Human adenylosuccinate lyase (ADSL), cloning and characterization of full-length cDNA and its isoform, gene structure and molecular basis for ADSL deficiency in six patients.

Adenylosuccinate lyase (ADSL) is a bifunctional enzyme acting in de novo purine synthesis and purine nucleotide recycling. ADSL deficiency is a selectively neuronopathic disorder with psychomotor retardation and epilepsy as leading traits.
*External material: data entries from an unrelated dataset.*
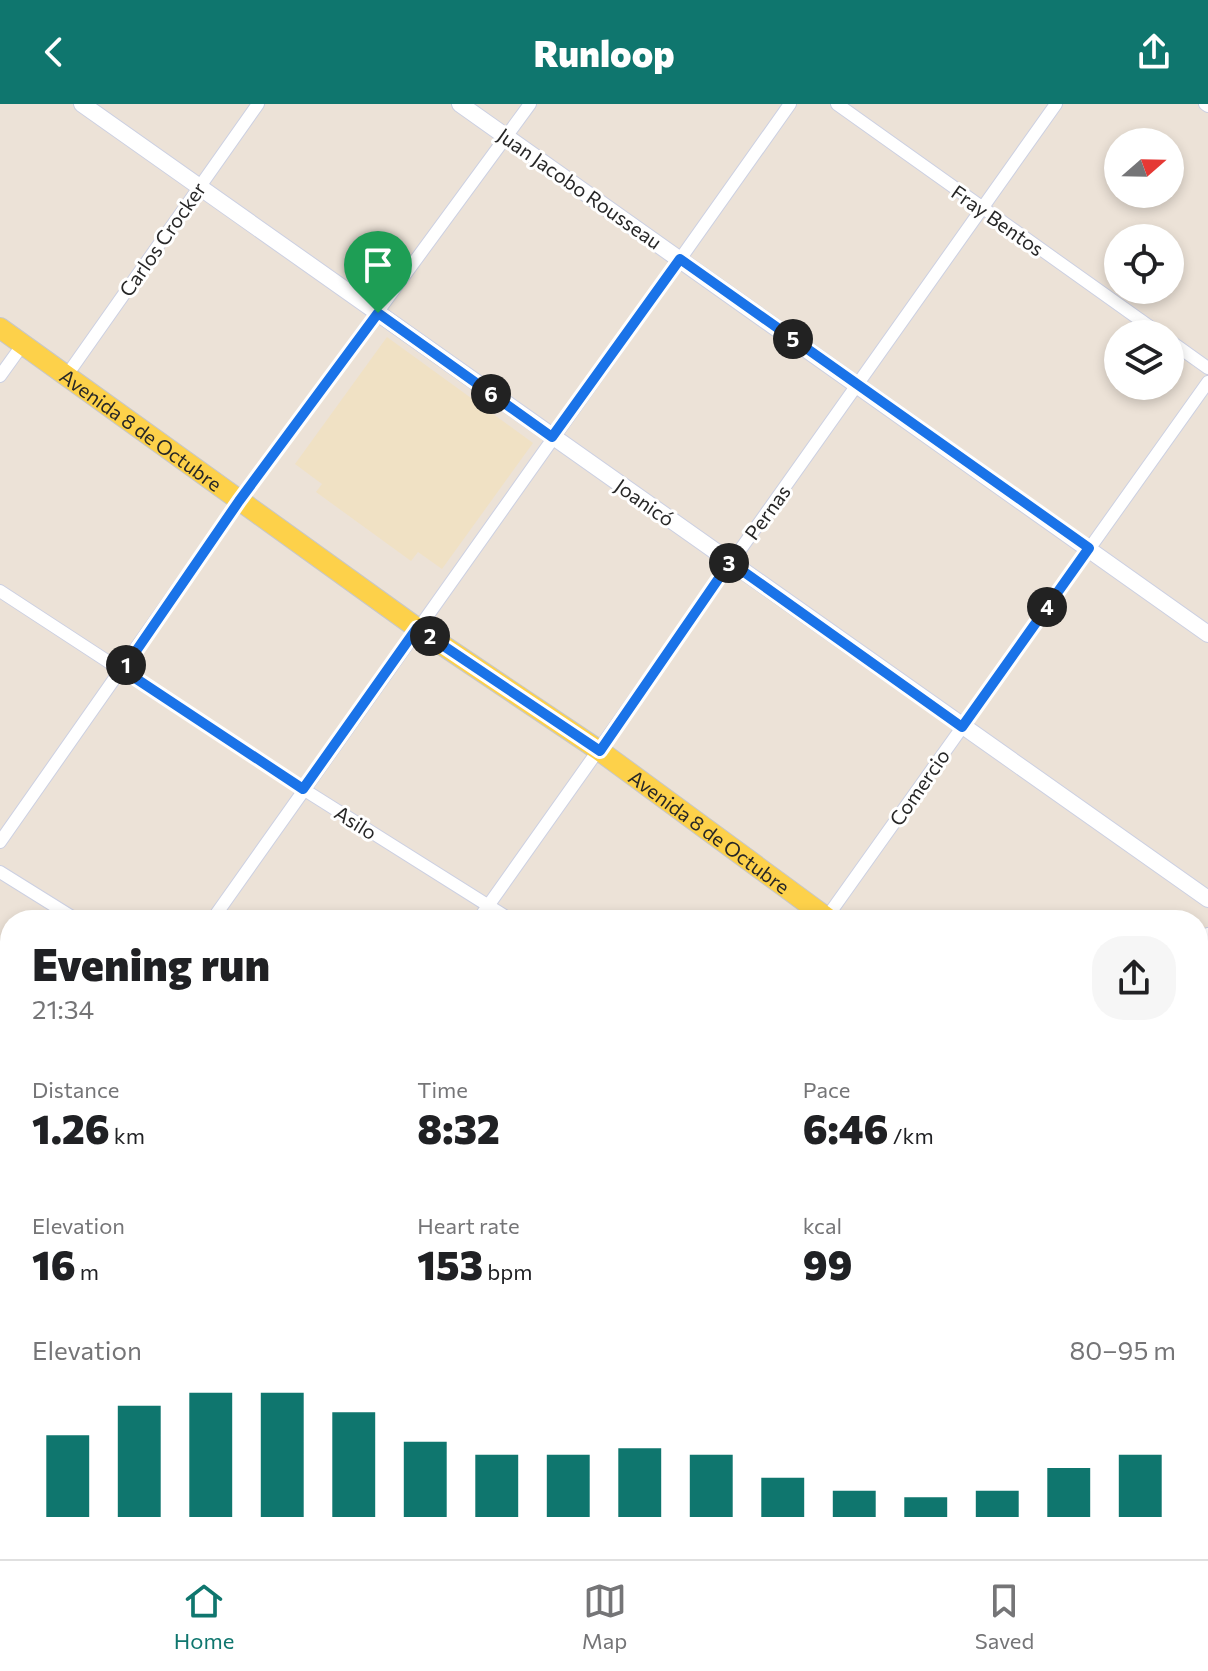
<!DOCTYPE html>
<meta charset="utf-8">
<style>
:root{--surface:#fff;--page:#f6f6f6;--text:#202124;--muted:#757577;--line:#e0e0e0;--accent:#0f766e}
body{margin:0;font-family:Commissioner,sans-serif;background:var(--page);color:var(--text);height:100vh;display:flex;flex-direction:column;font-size:30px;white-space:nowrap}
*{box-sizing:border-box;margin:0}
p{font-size:26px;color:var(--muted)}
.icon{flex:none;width:44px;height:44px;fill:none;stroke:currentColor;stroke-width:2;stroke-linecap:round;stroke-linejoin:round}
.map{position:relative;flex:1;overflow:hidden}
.panel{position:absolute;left:0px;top:806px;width:1208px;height:650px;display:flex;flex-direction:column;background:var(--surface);border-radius:32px 32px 0 0;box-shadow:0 4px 12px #0003}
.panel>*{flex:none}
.needle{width:52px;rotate:70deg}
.tools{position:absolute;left:1104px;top:24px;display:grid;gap:16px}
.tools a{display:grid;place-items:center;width:80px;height:80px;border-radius:50%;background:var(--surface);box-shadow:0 4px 12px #0003;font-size:40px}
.pin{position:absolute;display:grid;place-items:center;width:68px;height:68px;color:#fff;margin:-82px -34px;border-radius:50% 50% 50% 0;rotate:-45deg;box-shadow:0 0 8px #0007}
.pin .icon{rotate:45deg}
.km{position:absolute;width:40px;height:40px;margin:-20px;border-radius:50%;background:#222;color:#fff;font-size:22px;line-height:40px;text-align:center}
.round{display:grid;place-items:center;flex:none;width:84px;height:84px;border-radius:32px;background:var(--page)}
.overview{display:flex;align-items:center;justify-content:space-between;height:136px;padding:0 32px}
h1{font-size:44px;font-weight:800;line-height:60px}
.figures{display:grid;grid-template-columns:repeat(3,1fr);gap:12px;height:136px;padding:8px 32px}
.figures div{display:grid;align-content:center}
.figures b{font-size:40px;font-weight:800}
.figures small{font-size:22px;font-weight:400}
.figures p{font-size:22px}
.chart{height:224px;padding:16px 32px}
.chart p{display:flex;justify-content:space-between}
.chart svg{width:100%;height:144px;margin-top:8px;stroke:var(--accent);stroke-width:6}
header{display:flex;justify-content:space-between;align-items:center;height:104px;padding:0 32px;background:var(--accent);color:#fff;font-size:36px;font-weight:800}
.tab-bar{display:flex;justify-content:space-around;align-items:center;height:112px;border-top:2px solid var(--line);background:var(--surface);font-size:22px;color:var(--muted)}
.tab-bar a{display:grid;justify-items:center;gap:4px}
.tab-bar .active{color:var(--accent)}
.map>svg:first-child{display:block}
.education{fill:#f0e1c4}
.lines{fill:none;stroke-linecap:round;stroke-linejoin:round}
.pedestrian-casing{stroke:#ccd0e2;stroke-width:11}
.minor-casing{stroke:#ccd0e2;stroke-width:14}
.tertiary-casing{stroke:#ccd0e2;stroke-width:18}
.primary-casing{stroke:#c7c7c7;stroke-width:22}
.pedestrian{stroke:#fff;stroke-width:9}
.minor{stroke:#fff;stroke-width:12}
.tertiary{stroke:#fff;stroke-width:16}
.primary{stroke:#fdd14a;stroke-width:20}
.route-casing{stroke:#fff;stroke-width:16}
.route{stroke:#1a73e8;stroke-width:10}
.labels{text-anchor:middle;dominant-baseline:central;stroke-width:6;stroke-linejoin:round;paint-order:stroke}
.street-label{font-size:20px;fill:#272727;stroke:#fff}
</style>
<header><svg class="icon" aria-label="back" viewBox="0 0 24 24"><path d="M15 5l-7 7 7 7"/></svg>Runloop<svg class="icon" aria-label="share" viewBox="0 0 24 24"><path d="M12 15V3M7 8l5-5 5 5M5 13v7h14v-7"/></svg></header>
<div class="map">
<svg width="1208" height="1455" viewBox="0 0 1208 1455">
<rect width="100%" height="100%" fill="#ece2d7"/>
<path class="education" d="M387 233 533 339 442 465 418 448 411 457 316 388 322 380 295 360Z"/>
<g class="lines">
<defs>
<path id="pedestrian" d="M1198 1223 1208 1209"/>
<path id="minor" d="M837 0 1160 230
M1205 0 1208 2
M1170 237 1208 264
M67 271 258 0
M0 272 23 240
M0 487 303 685 511 816
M0 738 239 397 530 0
M0 768 77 816
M827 813 1208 278
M212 816 790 0
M478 816 1056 0
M1198 844 1208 830
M0 1112 10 1098
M1198 1265 1208 1271
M0 1324 10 1330
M1198 1443 1208 1429
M190 1446 203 1455
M714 1446 729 1455
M1106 1446 1121 1455
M19 1455 26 1446
M333 1455 338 1446
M769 1455 775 1446
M1036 1455 1042 1446"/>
<path id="tertiary" d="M82 0 1208 795
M460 0 1208 530
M536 1455 540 1446"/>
<g id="primary">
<path id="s1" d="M0 224 417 524 600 647 830 816"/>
<path d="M1198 1073 1208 1080"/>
</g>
</defs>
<use href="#pedestrian" class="pedestrian-casing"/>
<use href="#minor" class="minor-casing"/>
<use href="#tertiary" class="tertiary-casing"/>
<use href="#primary" class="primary-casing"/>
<use href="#pedestrian" class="pedestrian"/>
<use href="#minor" class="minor"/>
<use href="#tertiary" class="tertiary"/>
<use href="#primary" class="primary"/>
</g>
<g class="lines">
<defs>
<path id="route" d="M680 155 1089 444 962 623 730 458 600 647 417 524 303 685 123 566 239 397 378 209 552 333Z"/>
</defs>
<use href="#route" class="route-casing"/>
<use href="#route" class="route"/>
</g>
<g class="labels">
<g class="street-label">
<text transform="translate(580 84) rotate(35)">Juan Jacobo Rousseau</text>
<text transform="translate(998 116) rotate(35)">Fray Bentos</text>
<text transform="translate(162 135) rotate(-55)">Carlos Crocker</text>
<text stroke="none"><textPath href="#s1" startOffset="174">Avenida 8 de Octubre</textPath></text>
<text transform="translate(645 398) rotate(35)">Joanicó</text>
<text transform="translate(767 408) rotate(-54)">Pernas</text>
<text transform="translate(919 683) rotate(-55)">Comercio</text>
<text transform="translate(356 718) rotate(32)">Asilo</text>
<text stroke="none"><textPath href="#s1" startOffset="870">Avenida 8 de Octubre</textPath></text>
</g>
</g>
</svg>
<div class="tools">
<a><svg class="needle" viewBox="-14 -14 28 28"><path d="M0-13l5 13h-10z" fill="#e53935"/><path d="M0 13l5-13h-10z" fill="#757577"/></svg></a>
<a><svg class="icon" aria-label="locate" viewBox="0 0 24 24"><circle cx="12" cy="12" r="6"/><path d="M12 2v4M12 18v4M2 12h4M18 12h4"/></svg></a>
<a><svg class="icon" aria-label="layers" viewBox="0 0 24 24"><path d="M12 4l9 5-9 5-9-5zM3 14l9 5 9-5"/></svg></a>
</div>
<div class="pin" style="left:378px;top:209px;background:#1e9e55"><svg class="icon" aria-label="arrive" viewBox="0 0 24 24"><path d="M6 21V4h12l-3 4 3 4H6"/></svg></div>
<b class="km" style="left:126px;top:561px">1</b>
<b class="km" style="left:430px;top:532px">2</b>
<b class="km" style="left:729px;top:459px">3</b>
<b class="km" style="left:1047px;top:503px">4</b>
<b class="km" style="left:793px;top:235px">5</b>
<b class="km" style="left:491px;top:290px">6</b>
<section class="panel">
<div class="overview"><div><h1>Evening run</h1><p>21:34</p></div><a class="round"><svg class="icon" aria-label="share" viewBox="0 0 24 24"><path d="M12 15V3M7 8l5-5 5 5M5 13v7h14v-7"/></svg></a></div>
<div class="figures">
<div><p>Distance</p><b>1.26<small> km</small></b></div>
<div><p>Time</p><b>8:32</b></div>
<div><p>Pace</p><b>6:46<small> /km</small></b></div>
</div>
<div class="figures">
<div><p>Elevation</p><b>16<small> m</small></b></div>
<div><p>Heart rate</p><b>153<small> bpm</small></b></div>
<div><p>kcal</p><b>99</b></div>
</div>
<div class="chart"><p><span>Elevation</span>80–95 m</p>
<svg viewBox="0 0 160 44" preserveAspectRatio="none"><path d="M5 44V19M15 44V10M25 44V6M35 44V6M45 44V12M55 44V21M65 44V25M75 44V25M85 44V23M95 44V25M105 44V32M115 44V36M125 44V38M135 44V36M145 44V29M155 44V25"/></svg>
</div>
</section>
</div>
<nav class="tab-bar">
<a class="active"><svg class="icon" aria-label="home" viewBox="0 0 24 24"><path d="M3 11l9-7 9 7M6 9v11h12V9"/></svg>Home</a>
<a><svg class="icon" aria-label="map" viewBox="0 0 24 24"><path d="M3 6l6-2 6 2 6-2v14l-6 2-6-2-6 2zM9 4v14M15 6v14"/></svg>Map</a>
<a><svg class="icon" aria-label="saved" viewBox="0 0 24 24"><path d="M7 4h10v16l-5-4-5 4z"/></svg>Saved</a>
</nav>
Both dephosphorylated enzyme substrates, succinylaminoimidazole-carboxamide riboside (SAICAr) and succinyladenosine (S-Ado), accumulate in the cerebrospinal fluid (CSF) of affected individuals with S-Ado/SAICAr concentration ratios proportional to the phenotype severity. We studied the disorder at various levels in a group of six patients with ADSL deficiency. We identified the complete ADSL cDNA and its alternatively spliced isoform resulting from exon 12 skipping. Both mRNA isoforms were expressed in all the tissues studied with the non-spliced form 10-fold more abundant. Both cDNAs were expressed in Escherichia coli and functionally characterized at the protein level. The results showed only the unspliced ADSL to be active. The gene consists of 13 exons spanning 23 kb. The promotor region shows typical features of the housekeeping gene. Eight mutations were identified in a group of six patients. The expression studies of the mutant proteins carried out in an attempt to study genotype-phenotype correlation showed that the level of residual enzyme activity correlates with the severity of the clinical phenotype. All the mutant enzymes studied in vitro displayed a proportional decrease in activity against both of their substrates. However, this was not concordant with strikingly different concentration ratios in the CSF of individual patients. This suggests either different in vivo enzyme activities against each of the substrates and/or their different turnover across the CSF-blood barrier, which may be decisive in determining disease severity.

Identification and determination of succinyladenosine in human cerebrospinal fluid.

Succinyladenosine (S-Ado) is a biochemical marker of adenylosuccinase deficiency--the genetic defect of purine de novo synthesis. S-Ado has been previously reported as normally undetectable in cerebrospinal fluid (CSF) of children not suffering from this defect. In present study, we employed solid-phase extraction and thin-layer chromatography for isolation of a compound with spectral and chromatographic characteristics identical to S-Ado from human CSF. The high-performance liquid chromatography-negative-ion electrospray ionization mass spectrometry analysis confirmed that the isolated compound is S-Ado. We established the reference values of S-Ado in CSF of children (1.1+/-0.4 micromol/l; mean +/- S.D; n = 26) by means of reversed-phase HPLC method on a C18 column with UV detection.